# [YOUR INSTRUCTIONS]
What is printed must match, line for line, the records from their first line through the line containing "flex:none; width:22px; height:22px;", with pictures left out.

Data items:
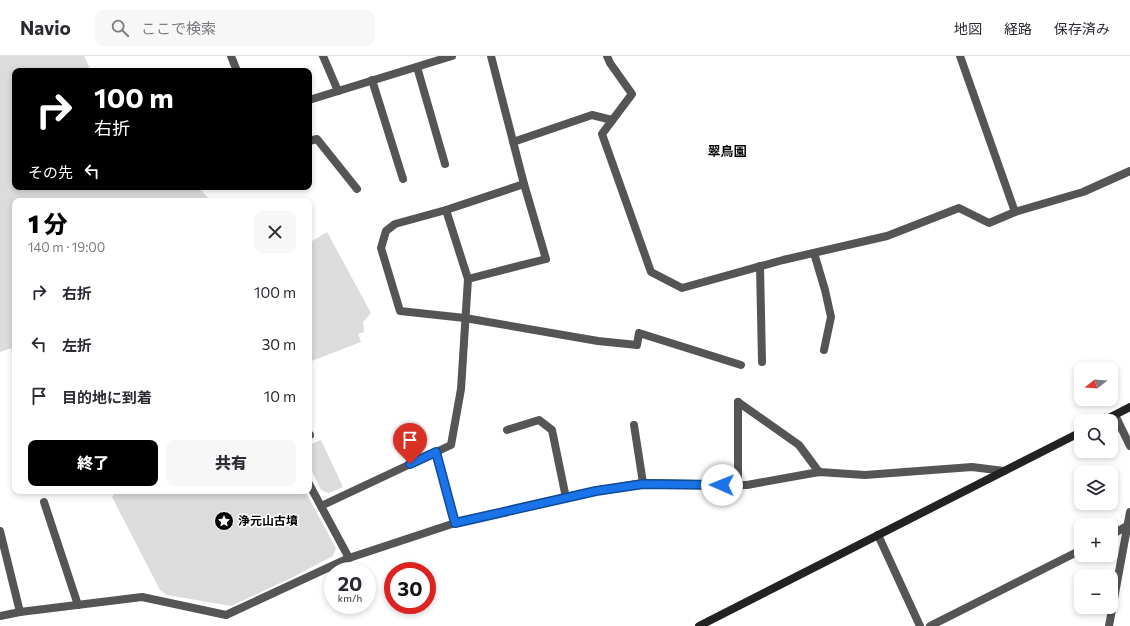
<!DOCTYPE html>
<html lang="ja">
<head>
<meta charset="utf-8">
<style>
  :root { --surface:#fff; --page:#f7f7f7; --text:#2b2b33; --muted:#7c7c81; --line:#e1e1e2; --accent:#000 }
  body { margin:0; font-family:Commissioner,"Noto Sans JP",sans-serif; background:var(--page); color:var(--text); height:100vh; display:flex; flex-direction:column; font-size:15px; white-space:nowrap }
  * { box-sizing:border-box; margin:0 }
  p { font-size:13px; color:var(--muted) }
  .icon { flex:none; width:22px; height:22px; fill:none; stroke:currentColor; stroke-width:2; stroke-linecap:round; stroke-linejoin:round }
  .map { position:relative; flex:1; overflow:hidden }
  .sheet { position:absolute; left:12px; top:142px; width:300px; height:296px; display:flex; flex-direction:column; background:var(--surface); border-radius:8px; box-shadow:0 2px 6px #0003 }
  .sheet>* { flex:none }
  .banner { position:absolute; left:12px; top:12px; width:300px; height:122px; border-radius:8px; box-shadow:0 2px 6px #0003; background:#000; color:#fff; overflow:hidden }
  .needle { width:26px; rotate:253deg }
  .tools { position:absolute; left:1074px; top:306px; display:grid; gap:8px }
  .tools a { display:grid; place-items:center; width:44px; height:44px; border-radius:8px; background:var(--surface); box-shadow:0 2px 6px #0003; font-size:20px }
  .speed { position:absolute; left:324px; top:506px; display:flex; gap:8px; font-size:20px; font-weight:700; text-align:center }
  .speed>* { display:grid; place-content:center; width:52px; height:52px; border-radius:50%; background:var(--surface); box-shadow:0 2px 6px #0003; line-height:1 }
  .speed small { font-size:10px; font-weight:400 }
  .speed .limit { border:6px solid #d22; background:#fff; color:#111 }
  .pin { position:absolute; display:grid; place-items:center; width:34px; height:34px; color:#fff; margin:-41px -17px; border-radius:50% 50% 50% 0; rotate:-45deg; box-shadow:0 0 4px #0007 }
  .pin .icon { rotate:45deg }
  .me { position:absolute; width:44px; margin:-22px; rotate:271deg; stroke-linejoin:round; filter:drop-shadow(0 0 3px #0008) }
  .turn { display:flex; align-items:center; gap:14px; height:84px; padding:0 16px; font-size:18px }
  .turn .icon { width:52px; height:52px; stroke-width:2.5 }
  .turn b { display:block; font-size:28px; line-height:34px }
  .then { display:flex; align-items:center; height:38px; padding:0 16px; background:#0003; gap:8px; font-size:15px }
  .round { display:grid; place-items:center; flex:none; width:42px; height:42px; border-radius:8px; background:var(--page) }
  .summary { display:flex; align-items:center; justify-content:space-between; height:68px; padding:0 16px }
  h1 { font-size:24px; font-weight:800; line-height:30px; color:var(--accent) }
  .action { display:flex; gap:8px; margin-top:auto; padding:8px 16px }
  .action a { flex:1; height:46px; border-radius:8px; background:var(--accent); color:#fff; font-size:16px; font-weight:800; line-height:46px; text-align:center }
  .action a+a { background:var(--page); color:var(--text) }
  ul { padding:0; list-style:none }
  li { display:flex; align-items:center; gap:12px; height:52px; padding:0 16px }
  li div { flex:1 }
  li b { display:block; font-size:15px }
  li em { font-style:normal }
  header { display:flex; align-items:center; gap:24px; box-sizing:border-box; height:56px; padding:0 20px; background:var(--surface); border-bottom:1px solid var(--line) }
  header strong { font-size:19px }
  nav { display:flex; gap:22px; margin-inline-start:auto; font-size:14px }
  .search { width:280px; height:36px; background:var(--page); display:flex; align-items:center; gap:10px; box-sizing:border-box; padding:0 14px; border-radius:8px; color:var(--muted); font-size:15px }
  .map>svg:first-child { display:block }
</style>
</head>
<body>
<header>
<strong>Navio</strong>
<div class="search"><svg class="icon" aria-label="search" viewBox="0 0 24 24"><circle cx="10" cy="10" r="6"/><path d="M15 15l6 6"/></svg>ここで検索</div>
<nav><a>地図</a><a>経路</a><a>保存済み</a></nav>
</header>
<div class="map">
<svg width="1130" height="570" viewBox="0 0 1130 570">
  <rect width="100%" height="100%" fill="#fff"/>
  <g fill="#dcdcdc">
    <polygon points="0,0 84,0 91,15 15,15 15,131 198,131 211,145 15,145 15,291 0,296"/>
    <polygon points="327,176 371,257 363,266 364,276 358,278 361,286 309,306 309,187"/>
    <polygon points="321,384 343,431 329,437 321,434 309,409 309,389"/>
    <polygon points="117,435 305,435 336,492 333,500 293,521 231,550 167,539 160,534 112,441"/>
  </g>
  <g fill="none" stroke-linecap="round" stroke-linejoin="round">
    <g stroke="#555" stroke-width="8">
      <polyline points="231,0 237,15"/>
      <polyline points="323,0 338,35"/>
      <polyline points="607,0 610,7 632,38 602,78 651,216 682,232 783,204 887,180 959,152 989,167 1015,156 1083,136 1130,115"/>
      <polyline points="960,0 1015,156"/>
      <polyline points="417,11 445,108"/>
      <polyline points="372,24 403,123"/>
      <polyline points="309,44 452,0"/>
      <polyline points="309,85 317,83 357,133"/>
      <polyline points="513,86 592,59 612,64"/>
      <polyline points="524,128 446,154 395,168 386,175 381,192 400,255 465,262 598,285 637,289 639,277 741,309"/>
      <polyline points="814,197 825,234 831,261 824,294"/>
      <polyline points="760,210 762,306"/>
      <polyline points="468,223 546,203 524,128 491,0"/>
      <polyline points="738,346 799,389 819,416"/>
      <polyline points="738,346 738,429"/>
      <polyline points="1115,359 1130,390"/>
      <polyline points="634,369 643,427"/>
      <polyline points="507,374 539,364 552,374 566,442"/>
      <polyline points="309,379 310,379"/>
      <polyline points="436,396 455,467"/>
      <polyline points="309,428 349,502"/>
      <polyline points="44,446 78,549"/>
      <polyline points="321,450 451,389 461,333 468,223 446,154"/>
      <polyline points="0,475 20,556"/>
      <polyline points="878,479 920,570"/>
      <polyline points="1111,479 1127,470"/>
      <polyline points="0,560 20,556 142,541 226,559 349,502 455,467 596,435 643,427 747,429 819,416 865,419 972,411 1004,415"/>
      <polyline points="930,570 1081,494"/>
      <polyline points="1109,570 1130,456"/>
    </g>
    <g stroke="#222" stroke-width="8">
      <polyline points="1103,365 1130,351"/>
      <polyline points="699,570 1081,376"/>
    </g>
  </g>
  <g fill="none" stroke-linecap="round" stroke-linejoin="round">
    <defs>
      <polyline id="route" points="410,408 436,396 455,467 596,435 643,428 722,429"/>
    </defs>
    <use href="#route" stroke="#114b97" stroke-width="10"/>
    <use href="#route" stroke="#1a73e8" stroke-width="7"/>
  </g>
  <defs>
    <symbol id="sight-disc" viewBox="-11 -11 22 22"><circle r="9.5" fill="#000" stroke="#fff"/><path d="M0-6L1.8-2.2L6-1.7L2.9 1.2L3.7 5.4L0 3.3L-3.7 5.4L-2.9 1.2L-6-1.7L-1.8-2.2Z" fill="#fff"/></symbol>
  </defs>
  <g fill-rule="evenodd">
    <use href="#sight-disc" x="213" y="454" width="22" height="22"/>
  </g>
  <g text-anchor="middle" stroke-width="3" stroke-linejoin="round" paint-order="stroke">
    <g font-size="12" font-weight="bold" fill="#000" stroke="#fff" text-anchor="start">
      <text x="238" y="469">浄元山古墳</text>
    </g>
    <g font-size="13" font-weight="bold" fill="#000" stroke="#fff">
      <text x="727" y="100">翠鳥園</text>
    </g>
  </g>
</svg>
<div class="tools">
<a><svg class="needle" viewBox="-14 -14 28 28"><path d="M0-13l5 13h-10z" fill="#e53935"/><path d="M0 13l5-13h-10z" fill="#7c7c81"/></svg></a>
<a><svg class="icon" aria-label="search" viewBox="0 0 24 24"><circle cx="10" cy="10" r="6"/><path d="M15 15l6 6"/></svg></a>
<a><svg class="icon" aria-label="layers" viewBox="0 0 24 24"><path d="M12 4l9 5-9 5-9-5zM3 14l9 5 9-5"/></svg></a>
<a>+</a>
<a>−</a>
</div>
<div class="speed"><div>20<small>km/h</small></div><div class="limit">30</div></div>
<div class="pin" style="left:410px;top:408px;background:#d93025"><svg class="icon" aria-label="arrive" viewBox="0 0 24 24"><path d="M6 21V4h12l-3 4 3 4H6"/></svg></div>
<svg class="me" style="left:722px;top:429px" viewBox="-20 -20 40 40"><circle r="19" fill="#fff"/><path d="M0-13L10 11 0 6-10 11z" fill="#1a73e8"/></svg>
<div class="banner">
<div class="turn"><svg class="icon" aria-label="right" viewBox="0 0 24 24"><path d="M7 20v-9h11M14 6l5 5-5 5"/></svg><div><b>100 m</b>右折</div></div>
<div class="then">その先<svg class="icon" aria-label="left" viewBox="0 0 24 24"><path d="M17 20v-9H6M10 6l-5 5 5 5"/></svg></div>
</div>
<section class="sheet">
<div class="summary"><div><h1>1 分</h1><p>140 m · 19:00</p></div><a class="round"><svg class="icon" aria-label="close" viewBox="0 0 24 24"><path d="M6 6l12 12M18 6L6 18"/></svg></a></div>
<ul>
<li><svg class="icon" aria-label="right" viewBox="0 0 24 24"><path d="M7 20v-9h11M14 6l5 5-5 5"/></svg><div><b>右折</b></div><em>100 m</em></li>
<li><svg class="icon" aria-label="left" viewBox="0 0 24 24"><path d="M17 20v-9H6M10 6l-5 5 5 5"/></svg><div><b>左折</b></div><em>30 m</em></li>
<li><svg class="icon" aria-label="arrive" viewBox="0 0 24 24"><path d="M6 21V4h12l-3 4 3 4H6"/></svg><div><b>目的地に到着</b></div><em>10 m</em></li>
</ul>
<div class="action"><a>終了</a><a>共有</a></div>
</section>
</div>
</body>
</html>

# [COMPLETED EXERCISE]
<!DOCTYPE html>
<html lang="ja">
<head>
<meta charset="utf-8">
<style>
  :root { --surface:#fff; --page:#f7f7f7; --text:#2b2b33; --muted:#7c7c81; --line:#e1e1e2; --accent:#000 }
  body { margin:0; font-family:Commissioner,"Noto Sans JP",sans-serif; background:var(--page); color:var(--text); height:100vh; display:flex; flex-direction:column; font-size:15px; white-space:nowrap }
  * { box-sizing:border-box; margin:0 }
  p { font-size:13px; color:var(--muted) }
  .icon { flex:none; width:22px; height:22px; fill:none; stroke:currentColor; stroke-width:2; stroke-linecap:round; stroke-linejoin:round }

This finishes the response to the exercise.